Does he not want to marry Me anymore?

150 replies

Girlsjustwannahavetea · 15/10/2024 19:57

I'll try and keep it short.

Me and my partner have a baby together and have previously talked about marriage.

I am feeling insecure about my financial security since we are not married but share a child. He is currently the highest earner. I have only just started out In my career. I'm probably feeling this way as we now have a baby of 4 months.

Anyway, I've been talking to him about it and he had reasurred me about several aspects of our finances. Which is fair enough. My concern is also that he has an ex wife, so she maybe entitled to some of his finances, I'm not sure.

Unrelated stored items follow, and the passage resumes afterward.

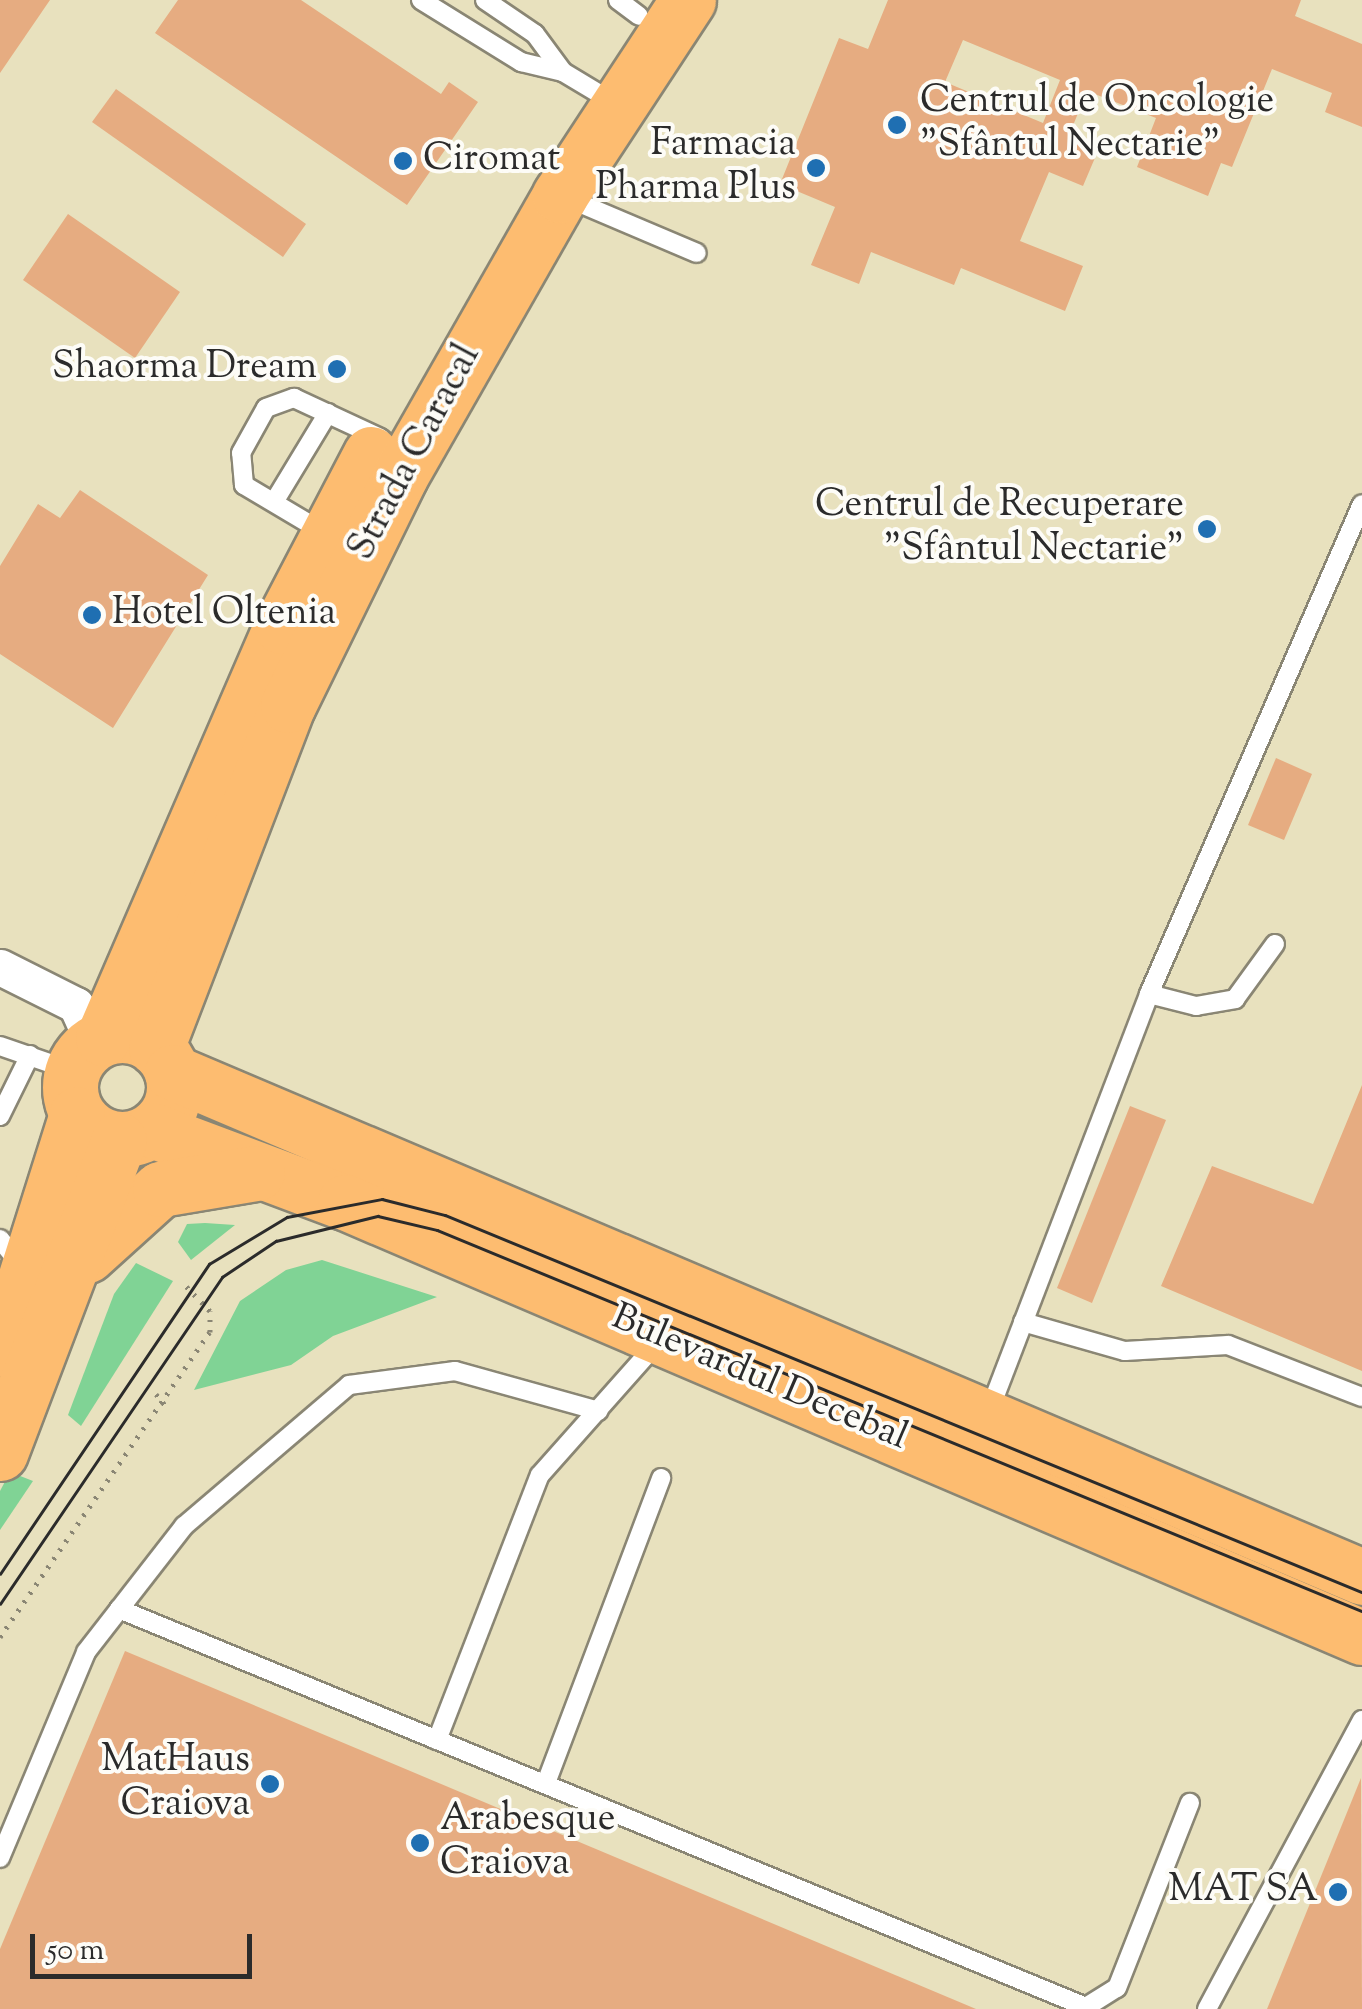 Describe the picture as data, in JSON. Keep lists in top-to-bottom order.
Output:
{
  "streets": {
    "main road": ["Strada Caracal", "Bulevardul Decebal"]
  },
  "crossings": [
    ["Strada Caracal", "Bulevardul Decebal"]
  ],
  "places": [
    "Centrul de Oncologie \"Sfântul Nectarie\"",
    "Ciromat",
    "Farmacia Pharma Plus",
    "Shaorma Dream",
    "Centrul de Recuperare \"Sfântul Nectarie\"",
    "Hotel Oltenia",
    "MatHaus Craiova",
    "Arabesque Craiova",
    "MAT SA"
  ],
  "scale_bar": "50 m"
} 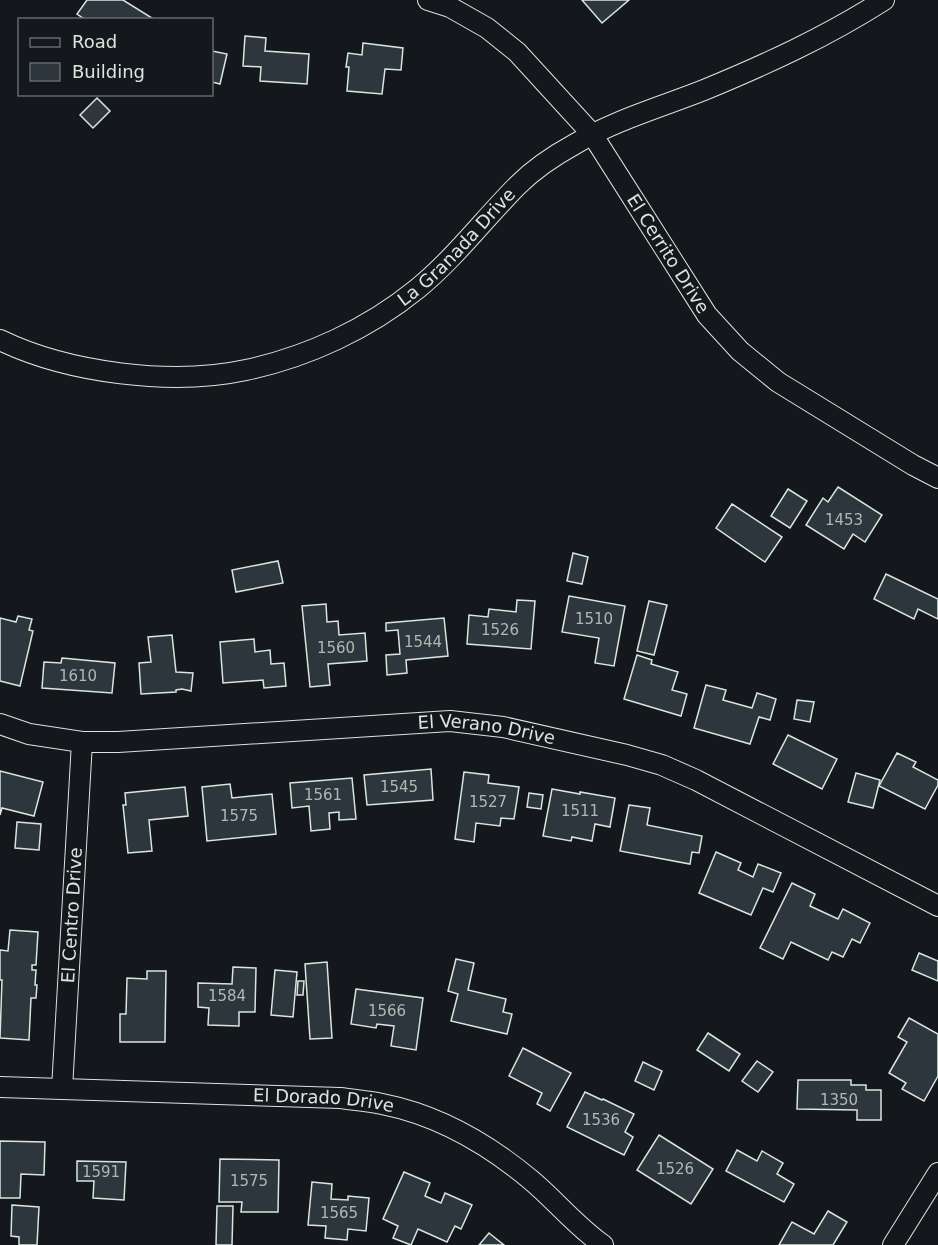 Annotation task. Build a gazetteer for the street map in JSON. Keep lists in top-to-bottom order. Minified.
{"streets":{"street":["La Granada Drive","El Cerrito Drive","El Verano Drive","El Centro Drive","El Dorado Drive"]},"crossings":[["La Granada Drive","El Cerrito Drive"],["El Verano Drive","El Centro Drive"],["El Centro Drive","El Dorado Drive"]],"house_numbers":["1453","1510","1526","1544","1560","1610","1545","1561","1527","1511","1575","1584","1566","1350","1536","1526","1591","1575","1565"],"legend":["Road","Building"]}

What is getting to me is, it could have all been solved if he just said 'well we're going to be getting married so it'll be ok'. But he never brought this up, despite discussion about his ex wife etc. So maybe he has changed his mind? I know I could have brought up marriage myself, in a sense, I was steering the conversation that way. But hey ho I didn't.

I hate having conversations like this as I always think it'll come across as me appearing after his money. Which is not the case. But I do worry. Plus I don't want to be one of those marriage pusher women. I've known a few of those.

Anyway I'm not well versed in finances with regards to marriage and divorce.

Anyone got any opinions?

OP posts:
Mrsttcno1 · 15/10/2024 20:42

Girlsjustwannahavetea · 15/10/2024 20:22

Well he clearly isn't a marriage pusher man as he can't bring up the conversation. But of course it's always on the women to instigate these conversations - according to MN. Why should I butter up his ego by doing that?

Do you want the blunt answer?

Because he has nothing whatsoever to gain through marrying you right now, in fact he stands to lose out if he married you and it didn’t work out.

It’s only you, as the woman and mother of his child, who would gain something through marriage.

Women need to be the ones who instigate, ideally pre-kids, because it’s us women who need that protection. A man can take or leave marriage, they aren’t the ones who take maternity leaves and go part time to do childcare for years and put themselves and their careers on the back seat therefore damaging their own financial stability.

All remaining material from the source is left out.